Data excerpts:
=====

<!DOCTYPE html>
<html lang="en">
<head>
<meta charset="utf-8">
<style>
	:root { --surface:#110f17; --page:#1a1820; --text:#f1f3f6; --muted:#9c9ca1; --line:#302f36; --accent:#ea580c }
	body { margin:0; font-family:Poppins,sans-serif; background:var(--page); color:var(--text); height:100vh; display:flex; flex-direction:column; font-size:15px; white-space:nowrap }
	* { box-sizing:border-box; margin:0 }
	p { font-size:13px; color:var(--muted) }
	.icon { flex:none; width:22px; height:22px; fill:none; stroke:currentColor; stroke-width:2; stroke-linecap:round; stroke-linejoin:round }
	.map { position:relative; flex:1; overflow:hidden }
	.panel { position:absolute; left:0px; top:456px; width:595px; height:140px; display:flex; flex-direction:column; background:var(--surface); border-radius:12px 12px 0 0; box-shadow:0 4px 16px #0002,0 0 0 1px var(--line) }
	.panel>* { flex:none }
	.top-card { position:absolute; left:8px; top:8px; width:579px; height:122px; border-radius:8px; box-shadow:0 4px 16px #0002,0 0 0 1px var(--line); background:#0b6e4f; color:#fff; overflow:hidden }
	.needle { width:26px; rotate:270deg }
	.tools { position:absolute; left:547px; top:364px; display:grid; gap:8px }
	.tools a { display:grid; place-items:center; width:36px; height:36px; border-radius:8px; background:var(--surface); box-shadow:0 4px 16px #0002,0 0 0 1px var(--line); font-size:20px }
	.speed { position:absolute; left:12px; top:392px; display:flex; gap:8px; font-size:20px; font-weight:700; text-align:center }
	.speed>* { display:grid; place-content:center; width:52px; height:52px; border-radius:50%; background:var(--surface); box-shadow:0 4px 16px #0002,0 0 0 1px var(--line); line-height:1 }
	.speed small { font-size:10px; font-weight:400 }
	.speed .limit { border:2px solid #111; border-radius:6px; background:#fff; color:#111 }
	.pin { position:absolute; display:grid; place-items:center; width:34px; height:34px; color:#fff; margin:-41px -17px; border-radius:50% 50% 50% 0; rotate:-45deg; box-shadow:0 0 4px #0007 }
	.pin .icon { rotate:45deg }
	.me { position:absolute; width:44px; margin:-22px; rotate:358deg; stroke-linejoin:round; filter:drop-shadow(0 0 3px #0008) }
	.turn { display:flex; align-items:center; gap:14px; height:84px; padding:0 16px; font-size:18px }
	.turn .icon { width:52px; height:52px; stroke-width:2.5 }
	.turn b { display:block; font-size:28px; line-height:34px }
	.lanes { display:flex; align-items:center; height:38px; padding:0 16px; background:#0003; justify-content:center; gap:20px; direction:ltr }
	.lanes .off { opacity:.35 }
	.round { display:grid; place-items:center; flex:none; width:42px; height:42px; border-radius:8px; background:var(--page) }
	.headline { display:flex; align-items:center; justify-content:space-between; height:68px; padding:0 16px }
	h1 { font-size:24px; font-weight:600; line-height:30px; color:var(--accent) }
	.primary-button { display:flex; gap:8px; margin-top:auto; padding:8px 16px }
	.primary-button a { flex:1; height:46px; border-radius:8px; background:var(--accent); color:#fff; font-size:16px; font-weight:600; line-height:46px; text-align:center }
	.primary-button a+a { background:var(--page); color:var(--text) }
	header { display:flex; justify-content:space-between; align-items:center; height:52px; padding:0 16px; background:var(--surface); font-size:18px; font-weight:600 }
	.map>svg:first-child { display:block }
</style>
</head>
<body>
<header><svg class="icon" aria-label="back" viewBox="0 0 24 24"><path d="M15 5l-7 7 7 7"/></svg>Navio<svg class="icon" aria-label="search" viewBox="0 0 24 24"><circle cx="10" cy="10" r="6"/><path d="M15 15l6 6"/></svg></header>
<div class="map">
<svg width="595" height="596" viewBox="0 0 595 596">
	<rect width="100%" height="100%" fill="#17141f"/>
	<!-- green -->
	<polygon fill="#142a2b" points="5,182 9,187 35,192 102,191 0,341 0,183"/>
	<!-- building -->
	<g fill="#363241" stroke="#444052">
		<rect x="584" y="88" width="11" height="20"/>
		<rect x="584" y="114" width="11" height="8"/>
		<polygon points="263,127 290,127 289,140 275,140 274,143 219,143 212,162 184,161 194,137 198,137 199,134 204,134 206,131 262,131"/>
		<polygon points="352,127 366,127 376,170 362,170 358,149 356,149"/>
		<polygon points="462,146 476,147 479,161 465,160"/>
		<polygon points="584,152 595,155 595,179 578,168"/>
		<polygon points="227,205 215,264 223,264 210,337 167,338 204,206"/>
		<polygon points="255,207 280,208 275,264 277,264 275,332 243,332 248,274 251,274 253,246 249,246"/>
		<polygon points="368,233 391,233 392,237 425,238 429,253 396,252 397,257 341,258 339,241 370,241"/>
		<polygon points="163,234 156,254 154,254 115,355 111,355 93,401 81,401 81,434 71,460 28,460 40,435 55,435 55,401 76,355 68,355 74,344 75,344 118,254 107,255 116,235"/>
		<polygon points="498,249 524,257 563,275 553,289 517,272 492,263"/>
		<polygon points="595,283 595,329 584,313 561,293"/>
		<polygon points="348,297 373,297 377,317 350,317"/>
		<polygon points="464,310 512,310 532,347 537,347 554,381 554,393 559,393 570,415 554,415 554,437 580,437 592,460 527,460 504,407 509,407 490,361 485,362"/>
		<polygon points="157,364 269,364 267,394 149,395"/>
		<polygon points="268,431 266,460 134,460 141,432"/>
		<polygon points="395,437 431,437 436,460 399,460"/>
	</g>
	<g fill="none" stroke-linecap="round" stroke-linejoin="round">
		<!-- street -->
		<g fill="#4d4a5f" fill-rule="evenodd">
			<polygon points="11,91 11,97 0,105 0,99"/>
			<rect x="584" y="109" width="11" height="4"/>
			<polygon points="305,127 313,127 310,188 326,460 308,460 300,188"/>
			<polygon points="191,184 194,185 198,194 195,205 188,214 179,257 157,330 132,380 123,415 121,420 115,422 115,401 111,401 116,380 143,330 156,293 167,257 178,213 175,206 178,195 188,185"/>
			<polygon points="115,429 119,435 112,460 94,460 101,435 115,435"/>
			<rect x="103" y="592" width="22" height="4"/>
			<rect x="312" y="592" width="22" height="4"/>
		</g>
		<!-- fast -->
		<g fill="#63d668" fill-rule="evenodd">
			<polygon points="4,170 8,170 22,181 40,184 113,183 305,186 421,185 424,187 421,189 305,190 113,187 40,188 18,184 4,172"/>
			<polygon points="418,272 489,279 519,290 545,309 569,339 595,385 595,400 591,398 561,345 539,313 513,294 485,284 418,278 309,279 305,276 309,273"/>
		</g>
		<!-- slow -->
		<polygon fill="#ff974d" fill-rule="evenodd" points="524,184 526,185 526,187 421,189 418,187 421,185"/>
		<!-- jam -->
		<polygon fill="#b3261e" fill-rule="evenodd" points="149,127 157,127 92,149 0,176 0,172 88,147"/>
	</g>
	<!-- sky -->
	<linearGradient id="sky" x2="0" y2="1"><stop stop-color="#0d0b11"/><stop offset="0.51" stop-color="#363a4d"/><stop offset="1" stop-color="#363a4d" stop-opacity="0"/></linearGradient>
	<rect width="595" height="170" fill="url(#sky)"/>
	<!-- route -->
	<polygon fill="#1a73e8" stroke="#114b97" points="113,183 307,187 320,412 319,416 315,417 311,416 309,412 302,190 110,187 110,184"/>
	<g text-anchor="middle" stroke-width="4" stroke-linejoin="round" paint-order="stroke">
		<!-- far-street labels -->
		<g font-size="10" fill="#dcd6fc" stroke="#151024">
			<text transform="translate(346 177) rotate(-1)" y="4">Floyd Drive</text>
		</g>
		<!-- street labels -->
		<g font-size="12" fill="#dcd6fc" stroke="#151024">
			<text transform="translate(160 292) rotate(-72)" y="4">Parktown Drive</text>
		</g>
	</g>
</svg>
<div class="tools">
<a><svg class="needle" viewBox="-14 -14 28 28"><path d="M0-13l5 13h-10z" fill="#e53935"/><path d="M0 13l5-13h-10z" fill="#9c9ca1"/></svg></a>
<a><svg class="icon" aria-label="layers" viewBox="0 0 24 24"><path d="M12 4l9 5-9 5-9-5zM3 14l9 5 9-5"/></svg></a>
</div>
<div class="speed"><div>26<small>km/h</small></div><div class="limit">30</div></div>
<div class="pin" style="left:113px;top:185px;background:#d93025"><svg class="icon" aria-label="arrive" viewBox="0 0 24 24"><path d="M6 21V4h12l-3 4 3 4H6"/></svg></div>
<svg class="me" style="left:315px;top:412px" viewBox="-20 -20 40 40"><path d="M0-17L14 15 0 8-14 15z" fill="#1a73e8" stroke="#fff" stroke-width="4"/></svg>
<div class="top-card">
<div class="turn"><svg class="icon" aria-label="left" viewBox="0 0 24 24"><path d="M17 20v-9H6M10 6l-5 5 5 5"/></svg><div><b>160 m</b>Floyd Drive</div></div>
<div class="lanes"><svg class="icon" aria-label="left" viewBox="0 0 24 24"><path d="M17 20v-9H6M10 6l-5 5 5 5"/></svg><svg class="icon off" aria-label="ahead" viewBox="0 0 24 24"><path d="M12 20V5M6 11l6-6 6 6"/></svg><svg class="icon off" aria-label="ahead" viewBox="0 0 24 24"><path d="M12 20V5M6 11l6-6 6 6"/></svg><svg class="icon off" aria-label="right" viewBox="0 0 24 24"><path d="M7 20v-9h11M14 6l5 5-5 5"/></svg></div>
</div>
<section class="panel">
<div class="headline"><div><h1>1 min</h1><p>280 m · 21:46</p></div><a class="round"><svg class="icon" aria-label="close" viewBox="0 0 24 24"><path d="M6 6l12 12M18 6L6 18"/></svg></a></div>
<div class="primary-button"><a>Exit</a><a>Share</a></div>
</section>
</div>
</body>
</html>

=====

Exercise
Every line above from the line with "background:var(--page); color:var(--text); height:100vh;" to the line with "position:absolute; left:12px; top:392px;", both included, must be reproduced exactly, and no other line may appear.

Reply to the task
	body { margin:0; font-family:Poppins,sans-serif; background:var(--page); color:var(--text); height:100vh; display:flex; flex-direction:column; font-size:15px; white-space:nowrap }
	* { box-sizing:border-box; margin:0 }
	p { font-size:13px; color:var(--muted) }
	.icon { flex:none; width:22px; height:22px; fill:none; stroke:currentColor; stroke-width:2; stroke-linecap:round; stroke-linejoin:round }
	.map { position:relative; flex:1; overflow:hidden }
	.panel { position:absolute; left:0px; top:456px; width:595px; height:140px; display:flex; flex-direction:column; background:var(--surface); border-radius:12px 12px 0 0; box-shadow:0 4px 16px #0002,0 0 0 1px var(--line) }
	.panel>* { flex:none }
	.top-card { position:absolute; left:8px; top:8px; width:579px; height:122px; border-radius:8px; box-shadow:0 4px 16px #0002,0 0 0 1px var(--line); background:#0b6e4f; color:#fff; overflow:hidden }
	.needle { width:26px; rotate:270deg }
	.tools { position:absolute; left:547px; top:364px; display:grid; gap:8px }
	.tools a { display:grid; place-items:center; width:36px; height:36px; border-radius:8px; background:var(--surface); box-shadow:0 4px 16px #0002,0 0 0 1px var(--line); font-size:20px }
	.speed { position:absolute; left:12px; top:392px; display:flex; gap:8px; font-size:20px; font-weight:700; text-align:center }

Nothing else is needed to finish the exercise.